# Focus Zetec Engine



## usernametaken (Apr 5, 2007)

Guys

After reading a few threads on this forum i decided to give it a shot, not perfect but a hell of alot better. Whole process only took 50 mins from start to finish. Thanks for the help.

AG engine cleaner
Hose
AG Vinyl & Rubber


----------



## Streeto (Apr 3, 2008)

what a turnaround!


----------



## fraz1975 (Jul 29, 2007)

Time well spent :thumb:


----------



## aDAM31 (Feb 19, 2008)

Nice turnaround, alot more space in that bay than in my fiesta. Looks good.


----------



## octywagon (Apr 10, 2008)

nice one - its great when you get results like that. well done...


----------



## kingkong (May 23, 2007)

hard to think thats the same engine bay, lot room at the front of the bay wish my mondeo was like that


----------



## 1996a6v6 (Feb 8, 2008)

Great work there :thumb:


----------



## Robbieben (Feb 19, 2006)

WOW, thats much better.


----------



## Mars Red Mike (May 28, 2007)

Great work there mate.Top marks all round.

mike


----------



## jamest (Apr 8, 2008)

Great work. Look like 2 different engines.


----------



## bassologist (Apr 24, 2008)

fantastic turnaround there bud


----------



## usernametaken (Apr 5, 2007)

Thanks guys, I was surprised at how easy it was, not the best engine on here but im happy with the result.


----------



## Dixondmn (Oct 12, 2007)

is it the 1.6 or the 1.4? - very nice job btw!


----------



## Guest (May 29, 2008)

Looking at the inlet manifold its a 1.6


----------



## usernametaken (Apr 5, 2007)

correct it is a 1.6 focus estate, a huge step down from my last seat cupra! but the missus said it was required.


----------



## drka-drka (Nov 1, 2007)

Really good work

huge improvement


----------



## VIPER (May 30, 2007)

Superb work there - very impressive, top marks :thumb: :thumb:


----------



## diesel_dog (May 14, 2008)

Very very nice mate , did the bay of my c4 picasso, looks similar but yours is much smarter


----------



## PK001 (May 8, 2008)

Huge transformation!!

Excellent work :thumb:


----------



## Jody (Jun 9, 2007)

I got the same engine in my focus - zetec se - and its a pain to clean, good job


----------



## usernametaken (Apr 5, 2007)

Just to answer a PM i recieved (i have less than 10 posts ATM)

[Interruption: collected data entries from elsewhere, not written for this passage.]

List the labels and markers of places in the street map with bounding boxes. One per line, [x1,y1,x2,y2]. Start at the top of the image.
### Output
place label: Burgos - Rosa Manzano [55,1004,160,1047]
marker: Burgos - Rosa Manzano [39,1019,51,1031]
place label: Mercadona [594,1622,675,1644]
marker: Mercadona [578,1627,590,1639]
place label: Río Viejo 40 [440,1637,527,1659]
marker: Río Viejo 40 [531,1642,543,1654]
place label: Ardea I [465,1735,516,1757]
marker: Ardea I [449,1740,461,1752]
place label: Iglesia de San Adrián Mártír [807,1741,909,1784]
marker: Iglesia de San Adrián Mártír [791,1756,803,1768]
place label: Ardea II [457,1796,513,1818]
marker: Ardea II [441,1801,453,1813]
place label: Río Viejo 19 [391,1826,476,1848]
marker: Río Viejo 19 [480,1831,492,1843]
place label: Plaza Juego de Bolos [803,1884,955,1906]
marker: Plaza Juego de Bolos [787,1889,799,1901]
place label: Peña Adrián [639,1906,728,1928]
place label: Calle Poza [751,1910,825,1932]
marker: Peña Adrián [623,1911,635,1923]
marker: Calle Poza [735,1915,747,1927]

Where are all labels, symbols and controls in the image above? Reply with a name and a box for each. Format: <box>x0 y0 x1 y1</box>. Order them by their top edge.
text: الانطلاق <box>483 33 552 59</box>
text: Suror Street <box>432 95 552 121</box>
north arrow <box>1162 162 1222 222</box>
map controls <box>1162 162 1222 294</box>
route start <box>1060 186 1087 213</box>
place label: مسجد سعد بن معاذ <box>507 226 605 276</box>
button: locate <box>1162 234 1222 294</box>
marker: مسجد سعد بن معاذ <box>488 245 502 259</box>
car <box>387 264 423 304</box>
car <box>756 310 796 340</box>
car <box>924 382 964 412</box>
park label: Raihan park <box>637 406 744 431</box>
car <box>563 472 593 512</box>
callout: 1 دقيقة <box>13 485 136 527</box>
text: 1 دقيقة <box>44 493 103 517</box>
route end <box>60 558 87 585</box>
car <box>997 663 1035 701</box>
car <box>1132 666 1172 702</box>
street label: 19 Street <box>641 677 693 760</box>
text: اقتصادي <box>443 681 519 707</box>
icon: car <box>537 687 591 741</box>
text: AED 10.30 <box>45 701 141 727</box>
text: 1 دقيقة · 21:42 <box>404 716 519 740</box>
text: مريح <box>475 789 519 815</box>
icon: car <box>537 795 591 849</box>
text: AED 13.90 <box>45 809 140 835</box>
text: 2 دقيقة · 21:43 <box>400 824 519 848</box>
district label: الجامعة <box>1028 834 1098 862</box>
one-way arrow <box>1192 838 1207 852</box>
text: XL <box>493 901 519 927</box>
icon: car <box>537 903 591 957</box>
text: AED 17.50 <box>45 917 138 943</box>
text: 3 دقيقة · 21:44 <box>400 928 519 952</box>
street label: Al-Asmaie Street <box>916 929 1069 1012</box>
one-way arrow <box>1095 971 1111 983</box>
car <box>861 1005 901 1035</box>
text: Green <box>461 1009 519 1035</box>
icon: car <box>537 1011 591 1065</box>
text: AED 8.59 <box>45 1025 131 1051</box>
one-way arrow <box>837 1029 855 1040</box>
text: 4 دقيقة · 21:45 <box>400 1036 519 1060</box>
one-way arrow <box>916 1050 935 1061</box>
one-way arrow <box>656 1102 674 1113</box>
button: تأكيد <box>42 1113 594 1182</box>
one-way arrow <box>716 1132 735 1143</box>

I only covered the alternator and a couple of electrical connections. I never bothered with the air intake there was no way of water getting in it anyway, I used a hose set to spray. No problems with water going places it shouldnt.


----------



## Adnoh (May 26, 2008)

wow thats really goood!!!

would you be interested in writing a guide cos my engine looks like that and im new to detailing so being able to clean my engine like that would be awsome!

Im sure there is not a guide on this yet. I have an 8 year old fiesta (my first car) and i dont think the owner ever cleaned the engine bay once so its proper mankey!

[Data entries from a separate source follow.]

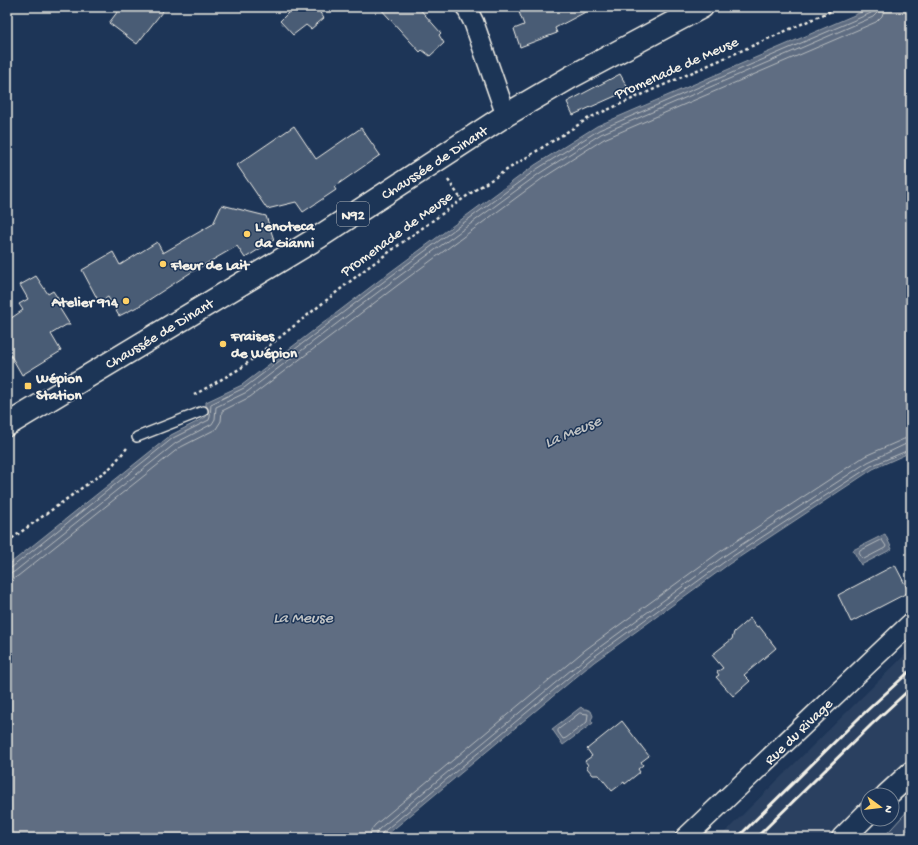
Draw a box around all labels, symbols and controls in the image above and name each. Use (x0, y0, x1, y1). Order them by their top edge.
street label: Promenade de Meuse (611, 33, 742, 105)
street label: Chaussée de Dinant (378, 121, 493, 205)
street label: Promenade de Meuse (337, 188, 457, 282)
road number: N92 (337, 202, 369, 226)
place label: L'enoteca da Gianni (255, 218, 315, 253)
marker: L'enoteca da Gianni (242, 229, 252, 239)
place label: Fleur de Lait (170, 257, 251, 275)
marker: Fleur de Lait (158, 259, 168, 269)
place label: Atelier 914 (50, 294, 119, 312)
street label: Chaussée de Dinant (102, 294, 219, 374)
marker: Atelier 914 (121, 296, 131, 306)
place label: Fraises de Wépion (230, 328, 298, 363)
marker: Fraises de Wépion (218, 339, 228, 349)
place label: Wépion Station (35, 370, 83, 405)
marker: Wépion Station (23, 381, 33, 391)
water label: La Meuse (542, 413, 605, 454)
water label: La Meuse (273, 610, 334, 629)
street label: Rue du Rivage (762, 695, 837, 769)
north arrow (860, 787, 900, 827)
text: N (881, 804, 894, 814)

Even a short guide would be appreciated!
________
TV Discussion


----------



## usernametaken (Apr 5, 2007)

*Short Guide*

ok mate, im no expert at anything so if anyone else reads this with any improvements please post them.

1. Open bonnet
2. Cover alternator & any electrical connections with tin foil or clingfilm, i left the cover over the battery as i wasnt sure weather or not it would be an issue getting it wet.
3. Remove leaves and any dead animals that have crawled up there
4. Spray degreaser all over the shop (dont forget the underside of the bonnet)
5. Get a paintbrush/toothbrush and work the degreaser into the stuck on muck
6. Spray with hose (repeat the above if it is still manky)
7. The only place that got a bit of water pooling in it will be the spark plug recess but they are well covered so dont worry about it just get a towel down there to soak it up.
8. Turn the engine on and let dry for 5-10 mins
9. Get your detailing spray out and start the fun part
10. Smile at your missus through the window while she shakes her head
11. Post some pictures on a forum to get a pat on the back from complete strangers

Like i said, its not like it is a crome plated V8 so i didnt want to spend more than an hour cleaning it but it was worth it.


----------



## Adnoh (May 26, 2008)

Thanks for the guide.

I know nothing about cars  !! How do i know what to cover? Would it be helpful if i posted pics of my engine?
________
Kawasaki VN2000


----------



## ade33 (Jun 4, 2008)

Now _that's_ a how-to! Love item 10.....


----------



## Russ and his BM (Jan 1, 2008)

Your guide is spot on mate! Good work.


----------



## smiffygas (Jun 22, 2008)

Top result!


----------



## lanciamug (May 18, 2008)

I've just stumbled across this thread and I know its a few days old and nobody' reading it anymore. Its worth pointing out to the inexperienced that you have to be careful with Al foil near the battery and live cables as its easy to start a fire! Obvious I know but as I said, worth pointing out.


----------



## Bigpikle (May 21, 2007)

lanciamug said:


> I've just stumbled across this thread and I know its a few days old and nobody' reading it anymore. Its worth pointing out to the inexperienced that you have to be careful with Al foil near the battery and live cables as its easy to start a fire! Obvious I know but as I said, worth pointing out.


good point - I always use clingfilm just to be safe


----------



## brianfocus (Jun 25, 2008)

My focus engine looks like your first picture. What products did you use?


----------



## usernametaken (Apr 5, 2007)

Adnoh: dont be soft just get tore in! the alternator is full of copper wires and is visible and just cover anything else that you think looks electrical, if you want to post pics the go ahead ill show you what i covered.

lanciamug: excellent point, health & safety all the way!

brianfocus: AG engine degreaser & rubber care


----------



## brianfocus (Jun 25, 2008)

Thank you for your answer!


----------



## St3vie G (Jun 29, 2008)

My old focus bay used to look like this. We moved into a new housing estate and the dust was unbelievable. I never had the nerve to clean the engine bay in case the car wouldnt start again.


----------